El método de Dios nos sorprende siempre, a veces nos irrita y desazona. Nosotros querríamos un signo irrefutable de su poder para aceptarle y Él viene en la forma de un Niño nacido en un pesebre, apenas calentado por el aliento de una mula y un buey, en un pajar perdido de la última provincia del Imperio.
Qué locura para los que mueven capitales a golpe de tecla en su ordenador, para los que dibujan la realidad en la portada del periódico, para los que trazan cambios culturales mediante leyes y programas escolares... En el fondo qué locura para todos nosotros, que pretendemos regular nuestra vida con el escaso poder del que cada uno dispone. En fin, sigue siendo verdad aquello de «escándalo para los judíos, necedad para los gentiles».
Y sin embargo, misterio entre misterios, 2010 años después sigue habiendo pastores que se acercan al portal de Belén y reconocen en ese Niño el secreto de la vida y la salvación del mundo. Qué poderosa simiente escondía el frágil cuerpo de ese Jesús que sigue preguntando con mirada inocente «¿quién dice la gente que soy yo?».
Cuántos sabios han decretado la irrelevancia de aquella noche, cuántos poderosos como Herodes han tratado de extirpar violentamente su presencia, cuántos programas de televisión nos anegan con la risita irónica que pretende convertir al cristianismo en una tierna fábula cuando no en una secuela de mentiras perversas. Y sin embargo sigue ahí, con obras y palabras que no dejan de interpelar al corazón de esta generación.

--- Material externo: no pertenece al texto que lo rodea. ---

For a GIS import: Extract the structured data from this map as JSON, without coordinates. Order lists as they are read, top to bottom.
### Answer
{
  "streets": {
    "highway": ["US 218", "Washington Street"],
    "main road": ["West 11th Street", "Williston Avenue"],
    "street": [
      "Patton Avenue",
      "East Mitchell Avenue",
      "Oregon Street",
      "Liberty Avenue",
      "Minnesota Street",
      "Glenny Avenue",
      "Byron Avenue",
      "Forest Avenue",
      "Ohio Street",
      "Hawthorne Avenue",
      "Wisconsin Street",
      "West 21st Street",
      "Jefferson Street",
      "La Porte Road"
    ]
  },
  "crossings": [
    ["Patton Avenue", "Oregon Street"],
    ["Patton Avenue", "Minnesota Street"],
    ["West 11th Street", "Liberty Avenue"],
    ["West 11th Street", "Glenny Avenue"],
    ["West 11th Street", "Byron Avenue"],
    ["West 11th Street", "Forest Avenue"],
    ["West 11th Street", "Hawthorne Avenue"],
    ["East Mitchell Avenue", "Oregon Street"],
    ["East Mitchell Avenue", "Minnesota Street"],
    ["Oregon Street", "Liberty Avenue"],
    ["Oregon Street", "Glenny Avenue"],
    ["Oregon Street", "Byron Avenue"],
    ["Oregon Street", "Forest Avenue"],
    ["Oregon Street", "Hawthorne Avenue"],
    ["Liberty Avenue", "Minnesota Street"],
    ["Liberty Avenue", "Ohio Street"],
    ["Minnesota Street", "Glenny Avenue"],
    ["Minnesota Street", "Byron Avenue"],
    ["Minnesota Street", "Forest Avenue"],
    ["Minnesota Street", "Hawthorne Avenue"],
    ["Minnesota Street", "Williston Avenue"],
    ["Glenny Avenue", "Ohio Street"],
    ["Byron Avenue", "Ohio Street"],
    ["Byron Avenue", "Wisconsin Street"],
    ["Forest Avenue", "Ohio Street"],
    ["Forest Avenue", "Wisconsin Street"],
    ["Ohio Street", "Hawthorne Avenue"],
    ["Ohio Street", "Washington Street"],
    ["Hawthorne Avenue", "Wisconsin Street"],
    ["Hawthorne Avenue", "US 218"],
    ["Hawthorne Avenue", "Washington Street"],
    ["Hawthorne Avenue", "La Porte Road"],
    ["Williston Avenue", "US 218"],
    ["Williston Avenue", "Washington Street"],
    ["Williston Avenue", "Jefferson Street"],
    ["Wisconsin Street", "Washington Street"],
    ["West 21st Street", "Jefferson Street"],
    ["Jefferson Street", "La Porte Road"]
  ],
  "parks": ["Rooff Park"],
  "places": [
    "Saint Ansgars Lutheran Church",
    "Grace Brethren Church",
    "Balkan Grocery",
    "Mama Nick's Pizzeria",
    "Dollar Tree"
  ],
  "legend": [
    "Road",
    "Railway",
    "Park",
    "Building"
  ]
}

La luz de la primera Navidad fue como un fuego encendido en la noche, ha dicho Benedicto XVI. Todo alrededor estaba oscuro y ni en Jerusalén ni en Roma hubo grandes conmociones. Allí mismo, en Belén, la gente siguió cociendo el pan y protestando por los impuestos. Aquel recién nacido no era como para abrir el telediario. Todo sucedió con sencillez y en lo escondido, y no obstante aquel fuego estaba destinado a no apagarse ya jamás. «Es la historia de la Iglesia», ha dicho el Papa, y a algunos les habrá parecido desafío o candidez. Pero por más que se rían los cínicos allí comienza su camino a través de los siglos este pueblo extraño, que no está definido por una etnia ni por una lengua, ni por sus poderes militares o políticos, ni siquiera por la coherencia de sus miembros.
Continúa Benedicto XVI: «También hoy, por medio de quienes van al encuentro del Niño Jesús, Dios sigue encendiendo fuegos en la noche del mundo, para llamar a los hombres a que reconozcan en Él el signo de su presencia salvadora y liberadora, extendiendo el ‘nosotros´ de los creyentes en Cristo a toda la humanidad».
No existe otro método que este contacto corazón a corazón, la comunicación de este fuego que es una humanidad distinta, desconocida y al tiempo añorada por todos. La noche del mundo de la que habla el Papa es la confusión y la violencia en que se debate el corazón humano, es también la búsqueda a tientas de un significado, la nobleza del esfuerzo que se agota, las lágrimas frente a la injusticia, el temor frente al incierto destino. ¡Noche como la de Belén, en la que parecía que nada ni nadie podía cambiar lo que siempre ha sido así (dicen los sabios) y siempre será! Pero vino Jesús, y su rastro cálido y tierno, fuerte y clamoroso, puede seguirse en la noche de nuestro mundo hoy.
Esa especie de eterno vivac nunca se apaga, aunque la hoguera parezca a veces menguar frente a la tormenta, porque lo alimenta una fuerza que es de otro mundo. «La Iglesia no tiene miedo, porque aquel Niño es su fuerza», se atreve a decir el Papa tras un año durísimo en que él mismo ha experimentado la marejada de una hostilidad que desde el primer momento acompaña este camino. Qué imponente camino, salpicado de obstáculos, debilidades y traiciones, pero siempre enderezado y reverdecido por una fuerza misteriosa que hace florecer de nuevo el fruto de una humanidad llena de atractivo, luminosa por su razón y decidida por su libertad. Uno se llena de humildad, al tiempo que le embarga una certeza invencible. Afortunadamente es Él quien enciende este fuego.